Exercise prompt:
Extract only the first line of the listing and every line after it up to and including the one with "position:relative; width:634px; height:1180px;". Omit the pictures.

Data excerpts: Begin

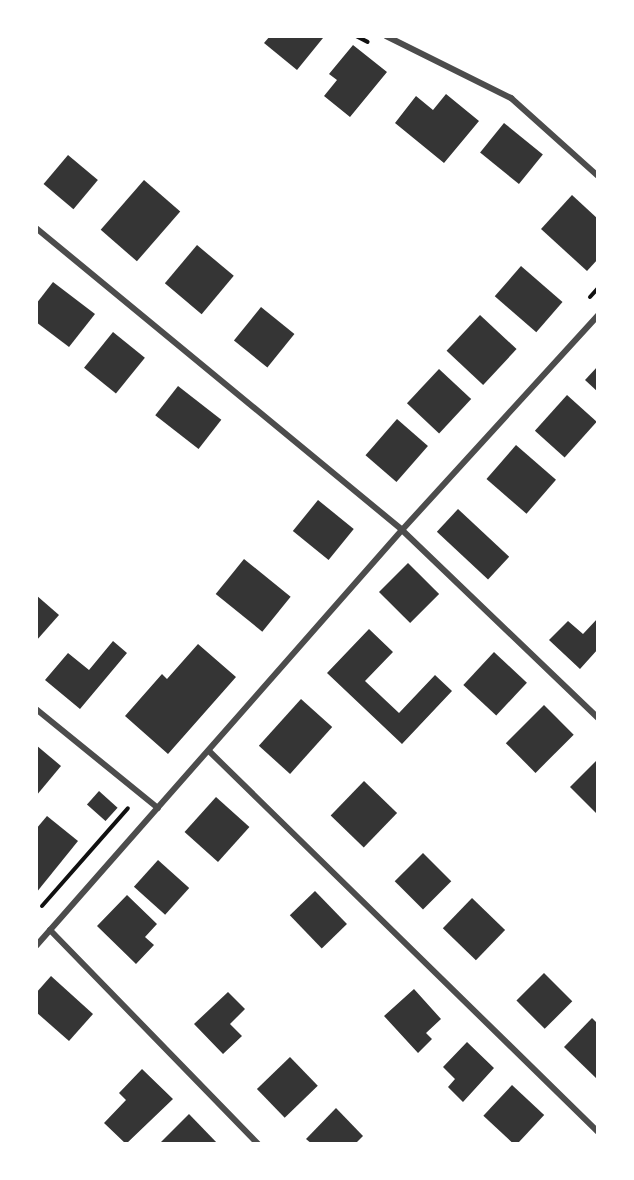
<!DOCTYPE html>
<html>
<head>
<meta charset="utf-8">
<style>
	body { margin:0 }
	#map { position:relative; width:634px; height:1180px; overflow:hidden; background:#fff; font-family:"Archivo Narrow",sans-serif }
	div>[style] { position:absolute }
	.building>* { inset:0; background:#353535; transform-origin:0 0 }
	.path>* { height:4px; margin:-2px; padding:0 2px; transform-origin:2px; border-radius:2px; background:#111 }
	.minor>* { height:6px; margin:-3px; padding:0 3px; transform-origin:3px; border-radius:3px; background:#4c4c4c }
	span { translate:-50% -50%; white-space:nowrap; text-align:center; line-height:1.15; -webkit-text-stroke:4.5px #fff; paint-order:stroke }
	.frame { position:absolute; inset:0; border:38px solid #fff; pointer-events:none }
</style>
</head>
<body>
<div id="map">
	<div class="building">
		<i style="clip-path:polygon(270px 36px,321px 36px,323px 38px,297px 70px,264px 43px)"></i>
		<i style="clip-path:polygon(353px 45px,387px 72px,350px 117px,324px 96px,337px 80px,329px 74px)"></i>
		<i style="clip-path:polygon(446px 94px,479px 121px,444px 163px,395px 123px,416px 96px,433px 110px)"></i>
		<i style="left:504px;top:123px;width:50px;height:38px;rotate:39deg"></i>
		<i style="left:68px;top:155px;width:39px;height:38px;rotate:40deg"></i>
		<i style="left:144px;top:180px;width:48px;height:66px;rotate:41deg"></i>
		<i style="clip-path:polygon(572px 195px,598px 219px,598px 259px,587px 271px,541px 229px)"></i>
		<i style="left:197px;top:245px;width:48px;height:50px;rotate:40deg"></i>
		<i style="left:521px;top:266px;width:55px;height:40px;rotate:41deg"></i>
		<i style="clip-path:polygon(53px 282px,95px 314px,69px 347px,36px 322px,36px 304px)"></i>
		<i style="left:261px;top:307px;width:43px;height:43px;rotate:39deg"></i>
		<i style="left:480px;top:315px;width:50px;height:49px;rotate:43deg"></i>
		<i style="left:113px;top:332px;width:41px;height:46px;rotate:39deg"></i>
		<i style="clip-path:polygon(598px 366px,598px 392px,585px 380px)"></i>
		<i style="left:439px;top:369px;width:44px;height:47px;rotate:43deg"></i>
		<i style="left:178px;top:386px;width:55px;height:37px;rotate:38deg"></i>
		<i style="left:567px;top:395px;width:40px;height:48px;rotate:42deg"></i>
		<i style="left:397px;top:419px;width:41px;height:48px;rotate:41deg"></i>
		<i style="left:516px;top:445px;width:53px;height:45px;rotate:41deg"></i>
		<i style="left:318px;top:500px;width:46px;height:40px;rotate:39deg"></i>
		<i style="left:458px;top:509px;width:70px;height:31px;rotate:43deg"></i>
		<i style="left:244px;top:559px;width:60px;height:45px;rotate:39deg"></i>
		<i style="left:408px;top:563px;width:44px;height:41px;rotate:45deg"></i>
		<i style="clip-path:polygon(36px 595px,59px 615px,36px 641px)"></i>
		<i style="clip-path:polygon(598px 618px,598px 649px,580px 669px,549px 640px,568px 621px,583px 634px)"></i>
		<i style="clip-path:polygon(369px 629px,393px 652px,365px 681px,399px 713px,435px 675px,452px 691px,402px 744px,327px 673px)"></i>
		<i style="clip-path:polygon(113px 641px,127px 653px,80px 709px,45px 680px,68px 653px,89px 670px)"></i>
		<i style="clip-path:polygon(198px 644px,236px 677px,168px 754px,125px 716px,162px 674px,167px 679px)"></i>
		<i style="left:494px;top:652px;width:45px;height:45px;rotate:43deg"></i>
		<i style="left:301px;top:699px;width:42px;height:63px;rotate:42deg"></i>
		<i style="left:544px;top:705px;width:42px;height:54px;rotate:45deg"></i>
		<i style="clip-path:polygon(36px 745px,61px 766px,36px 796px)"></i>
		<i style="clip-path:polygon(598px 759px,598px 815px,570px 787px)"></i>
		<i style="left:364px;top:781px;width:46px;height:48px;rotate:44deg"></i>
		<i style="left:99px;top:791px;width:25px;height:18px;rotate:42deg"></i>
		<i style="left:216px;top:797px;width:45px;height:47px;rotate:42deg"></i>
		<i style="clip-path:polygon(47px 816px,78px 841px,36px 893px,36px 829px)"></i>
		<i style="left:423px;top:853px;width:40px;height:40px;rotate:45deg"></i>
		<i style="left:158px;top:860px;width:42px;height:36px;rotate:42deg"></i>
		<i style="left:315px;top:891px;width:46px;height:35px;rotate:46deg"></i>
		<i style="clip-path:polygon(127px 895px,157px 924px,145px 937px,154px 945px,136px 964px,97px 926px)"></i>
		<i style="left:472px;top:898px;width:46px;height:42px;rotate:44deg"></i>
		<i style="left:544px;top:973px;width:40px;height:39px;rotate:45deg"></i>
		<i style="clip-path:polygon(51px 976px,93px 1014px,69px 1041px,36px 1012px,36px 993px)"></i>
		<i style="clip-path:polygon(414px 989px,441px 1019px,426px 1033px,432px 1039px,418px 1053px,384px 1016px)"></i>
		<i style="clip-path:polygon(228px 992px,245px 1009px,230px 1024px,242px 1036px,223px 1054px,194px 1024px)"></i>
		<i style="clip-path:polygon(592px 1018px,598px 1024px,598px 1080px,564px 1047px)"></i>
		<i style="clip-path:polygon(467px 1042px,494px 1068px,463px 1102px,448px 1087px,455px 1079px,443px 1067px)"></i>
		<i style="left:290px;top:1057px;width:40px;height:46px;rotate:46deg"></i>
		<i style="clip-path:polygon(142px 1069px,173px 1099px,126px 1144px,104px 1123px,126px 1100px,119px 1093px)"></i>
		<i style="left:512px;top:1085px;width:44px;height:42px;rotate:43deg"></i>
		<i style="clip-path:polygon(336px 1108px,363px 1136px,355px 1144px,312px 1144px,306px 1139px)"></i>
		<i style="clip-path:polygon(189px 1114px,218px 1144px,159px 1144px)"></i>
	</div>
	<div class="path">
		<i style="left:356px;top:36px;width:13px;rotate:27deg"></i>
		<i style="left:590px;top:297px;width:12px;rotate:-48deg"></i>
		<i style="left:42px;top:906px;width:130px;rotate:-48.7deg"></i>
	</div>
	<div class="minor">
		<i style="left:386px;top:36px;width:140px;rotate:26.4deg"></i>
		<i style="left:511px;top:98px;width:117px;rotate:41.9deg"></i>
		<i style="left:36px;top:228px;width:475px;rotate:39.5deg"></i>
		<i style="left:402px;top:530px;width:272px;rotate:43.8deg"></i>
		<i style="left:36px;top:709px;width:157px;rotate:39.1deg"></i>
		<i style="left:210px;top:752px;width:543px;rotate:44.4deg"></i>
		<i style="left:50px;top:930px;width:298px;rotate:45.8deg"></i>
		<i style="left:36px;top:946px;width:554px;rotate:-48.66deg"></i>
		<i style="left:402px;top:530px;width:291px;rotate:-47.6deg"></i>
	</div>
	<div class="frame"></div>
</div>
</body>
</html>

Data excerpts: End

Answer to this task:
<!DOCTYPE html>
<html>
<head>
<meta charset="utf-8">
<style>
	body { margin:0 }
	#map { position:relative; width:634px; height:1180px; overflow:hidden; background:#fff; font-family:"Archivo Narrow",sans-serif }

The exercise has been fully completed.